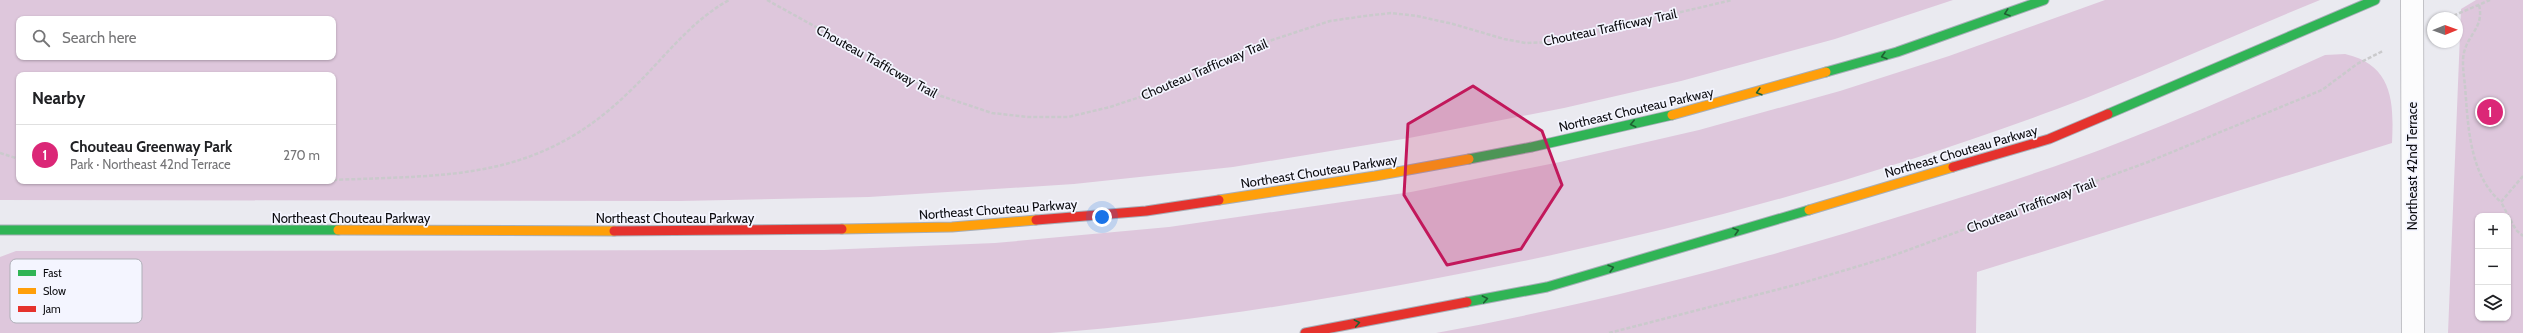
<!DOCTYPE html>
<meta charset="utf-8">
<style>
:root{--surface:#fff;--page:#f6f6f6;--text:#202124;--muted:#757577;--line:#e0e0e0;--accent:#db2777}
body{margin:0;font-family:Cabin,sans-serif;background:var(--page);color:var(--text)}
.controls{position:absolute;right:12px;bottom:12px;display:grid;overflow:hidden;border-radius:8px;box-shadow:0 1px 3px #0004}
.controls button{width:36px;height:36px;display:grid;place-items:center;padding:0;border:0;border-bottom:1px solid var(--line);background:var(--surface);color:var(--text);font:20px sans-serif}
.compass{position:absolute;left:2427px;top:12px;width:36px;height:36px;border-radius:50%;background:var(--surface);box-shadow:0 1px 3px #0004;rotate:89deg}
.you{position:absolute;left:1102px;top:217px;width:14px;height:14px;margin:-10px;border:3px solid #fff;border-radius:50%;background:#1a73e8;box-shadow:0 0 0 6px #1a73e833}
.badge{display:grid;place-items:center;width:26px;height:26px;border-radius:50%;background:var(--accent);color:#fff;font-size:13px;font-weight:700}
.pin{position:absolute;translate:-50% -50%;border:2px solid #fff;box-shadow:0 1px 4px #0006}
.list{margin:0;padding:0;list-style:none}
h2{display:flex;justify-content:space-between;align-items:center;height:52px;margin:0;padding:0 16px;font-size:17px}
h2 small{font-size:13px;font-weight:400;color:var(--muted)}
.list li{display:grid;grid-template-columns:26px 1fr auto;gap:12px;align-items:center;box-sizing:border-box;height:60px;padding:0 16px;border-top:1px solid var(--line)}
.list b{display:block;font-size:15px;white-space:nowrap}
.list p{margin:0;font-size:13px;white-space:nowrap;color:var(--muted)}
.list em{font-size:13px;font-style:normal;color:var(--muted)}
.icon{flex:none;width:22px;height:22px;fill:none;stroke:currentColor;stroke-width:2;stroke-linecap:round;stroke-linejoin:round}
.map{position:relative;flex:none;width:2523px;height:333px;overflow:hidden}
.search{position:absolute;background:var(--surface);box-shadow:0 1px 3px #0004;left:16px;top:16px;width:320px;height:44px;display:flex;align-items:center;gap:10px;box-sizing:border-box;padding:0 14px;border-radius:8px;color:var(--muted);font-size:15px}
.panel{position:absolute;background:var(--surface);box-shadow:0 1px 3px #0004;left:16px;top:72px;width:320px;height:112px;border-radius:8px}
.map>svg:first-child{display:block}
.green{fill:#dec7dc;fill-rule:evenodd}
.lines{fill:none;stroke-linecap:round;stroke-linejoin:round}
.street-casing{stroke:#c2c2c7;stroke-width:24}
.fast-casing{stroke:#a7aeb8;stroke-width:11}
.slow-casing{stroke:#a7aeb8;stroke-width:11}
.jam-casing{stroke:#a7aeb8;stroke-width:11}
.path{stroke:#cacacc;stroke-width:2.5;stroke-dasharray:4 2;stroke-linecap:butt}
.street{stroke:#fcfcfd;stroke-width:22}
.fast{stroke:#30b455;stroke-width:9}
.slow{stroke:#ff9f0a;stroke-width:9}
.jam{stroke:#e5322d;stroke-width:9}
.oneway{stroke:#1e6032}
.marked{fill:#c2185b;fill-opacity:0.2;stroke:#c2185b;stroke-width:3;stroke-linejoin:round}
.labels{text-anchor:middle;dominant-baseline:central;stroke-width:3.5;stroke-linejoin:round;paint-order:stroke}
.street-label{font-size:13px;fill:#0b0b0f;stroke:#f4f5ff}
.key{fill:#f4f5ff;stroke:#aeafb7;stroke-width:1}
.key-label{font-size:11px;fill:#0b0b0f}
</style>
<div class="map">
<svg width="2523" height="333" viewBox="0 0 2523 333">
<rect width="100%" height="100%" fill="#eaeaf0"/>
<!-- green -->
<path class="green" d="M 0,0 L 1953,0 L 1835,39 L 1681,81 L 1564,108 L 1409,138 L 1233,167 L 1074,184 L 869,197 L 680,201 L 0,200 ZM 19,19 L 333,19 L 333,57 L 19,57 ZM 19,75 L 333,75 L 333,181 L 19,181 Z
M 2105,0 L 2320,0 C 2232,36 2145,76 2057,109 C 1849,186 1635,242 1417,282 C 1295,305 1173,324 1050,333 L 0,333 L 0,257 L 16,251 L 824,250 L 995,243 L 1169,227 L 1411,192 L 1560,162 L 1699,130 L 1840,91 L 1949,56 Z
M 2476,0 L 2523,0 L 2523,333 L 2448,333 L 2461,9 ZM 2478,216 L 2508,216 L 2508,318 L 2478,318 Z
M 2345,54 C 2393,65 2394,102 2392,143 L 1977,272 L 1976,333 L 1436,333 C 1598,303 1756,262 1914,212 C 1982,191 2051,169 2118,143 C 2188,116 2257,86 2325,55 Z"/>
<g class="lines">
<!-- street casing -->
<g class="street-casing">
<path id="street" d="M 2412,0 L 2413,333"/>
</g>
<!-- fast casing -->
<g class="fast-casing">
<path id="fast" d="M 1826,72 L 1897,52 L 2044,0
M 2108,114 L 2375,0
M 1469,159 L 1532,147 L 1672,115
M 0,230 L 338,230
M 1467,302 L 1547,287 L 1809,210"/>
</g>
<!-- slow casing -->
<g class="slow-casing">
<path id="slow" d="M 1672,115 L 1826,72
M 1219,200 L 1375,176 L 1469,159
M 1809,210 L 1953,167
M 842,229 L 952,227 L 1036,220
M 338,230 L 614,231"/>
</g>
<!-- jam casing -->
<g class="jam-casing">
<path id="jam" d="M 1953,167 L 2049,139 L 2108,114
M 1036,220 L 1146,211 L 1219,200
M 614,231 L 842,229
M 1305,333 L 1467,302"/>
</g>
<!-- path -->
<path class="path" d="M 767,0 L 941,96 L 992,113 L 1028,117 L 1068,117 L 1110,107 L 1143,96 L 1248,48 L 1330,21 L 1365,16 L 1391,13 L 1417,16 L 1453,24 L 1504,39 L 1526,43 L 1554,42 L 1732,0
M 2479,5 C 2484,25 2471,32 2465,49 C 2461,60 2464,75 2465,86 C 2468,124 2469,175 2501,202
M 2448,18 L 2490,0
M 0,153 L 19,159
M 2523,176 L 2501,202 L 2516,230 L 2523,236
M 333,180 C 451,175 538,181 629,92 C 663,60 688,23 729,0
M 1609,333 L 1799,284 L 1889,257 L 2148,162 L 2322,90 L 2357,64 L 2383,51"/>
<!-- street -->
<use href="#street" class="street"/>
<!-- fast -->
<use href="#fast" class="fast"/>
<!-- slow -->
<use href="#slow" class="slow"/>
<!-- jam -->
<use href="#jam" class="jam"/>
</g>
<!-- one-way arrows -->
<defs><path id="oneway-chevron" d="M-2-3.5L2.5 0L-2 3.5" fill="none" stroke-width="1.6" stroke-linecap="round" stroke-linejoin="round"/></defs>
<g class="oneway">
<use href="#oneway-chevron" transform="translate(2007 13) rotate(161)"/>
<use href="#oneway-chevron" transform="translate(1884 56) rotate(164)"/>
<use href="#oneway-chevron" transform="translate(1759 92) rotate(164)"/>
<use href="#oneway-chevron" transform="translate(1633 124) rotate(167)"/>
<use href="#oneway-chevron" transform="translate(1736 231) rotate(-16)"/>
<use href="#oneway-chevron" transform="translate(1611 268) rotate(-16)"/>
<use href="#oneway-chevron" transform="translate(1485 299) rotate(-11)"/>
<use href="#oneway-chevron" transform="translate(1357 323) rotate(-11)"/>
</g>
<!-- marked area -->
<path class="marked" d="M 1473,86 L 1542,131 L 1562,185 L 1521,249 L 1447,265 L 1404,195 L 1408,124 Z"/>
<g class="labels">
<!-- street labels -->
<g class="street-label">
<text transform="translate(1610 27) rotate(-12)">Chouteau Trafficway Trail</text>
<text transform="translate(877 61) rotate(29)">Chouteau Trafficway Trail</text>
<text transform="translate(1204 69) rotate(-23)">Chouteau Trafficway Trail</text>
<text transform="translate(1636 109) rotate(-13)">Northeast Chouteau Parkway</text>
<text transform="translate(1961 151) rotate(-16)">Northeast Chouteau Parkway</text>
<text transform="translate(2412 166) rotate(-90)">Northeast 42nd Terrace</text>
<text transform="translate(1319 171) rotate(-9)">Northeast Chouteau Parkway</text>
<text transform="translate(2031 205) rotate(-20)">Chouteau Trafficway Trail</text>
<text transform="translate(998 209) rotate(-4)">Northeast Chouteau Parkway</text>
<text x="351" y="218">Northeast Chouteau Parkway</text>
<text x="675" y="218">Northeast Chouteau Parkway</text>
</g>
</g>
<!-- legend -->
<rect x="10" y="259" width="132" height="64" rx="6" class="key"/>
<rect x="18" y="270" width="18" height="6" fill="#30b455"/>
<rect x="18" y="288" width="18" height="6" fill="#ff9f0a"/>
<rect x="18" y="306" width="18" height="6" fill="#e5322d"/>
<g class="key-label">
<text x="43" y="277">Fast</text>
<text x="43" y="295">Slow</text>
<text x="43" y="313">Jam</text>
</g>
</svg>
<div class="controls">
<button>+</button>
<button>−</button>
<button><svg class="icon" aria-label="layers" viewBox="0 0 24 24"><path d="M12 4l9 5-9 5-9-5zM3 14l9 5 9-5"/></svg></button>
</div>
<svg class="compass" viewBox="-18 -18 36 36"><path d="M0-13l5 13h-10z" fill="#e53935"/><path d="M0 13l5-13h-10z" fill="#757577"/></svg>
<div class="you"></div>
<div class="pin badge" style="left:2490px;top:112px">1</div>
<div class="search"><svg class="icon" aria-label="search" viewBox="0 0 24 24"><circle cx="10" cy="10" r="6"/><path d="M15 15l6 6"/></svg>Search here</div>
<section class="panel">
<h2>Nearby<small></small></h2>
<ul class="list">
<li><span class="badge">1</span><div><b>Chouteau Greenway Park</b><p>Park · Northeast 42nd Terrace</p></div><em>270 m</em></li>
</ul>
</section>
</div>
◆ ◆ ◆
## Instructions for the task
Find the count of lines in the data above where the word "compass" occurs, and write down only that count.

## Answer space
2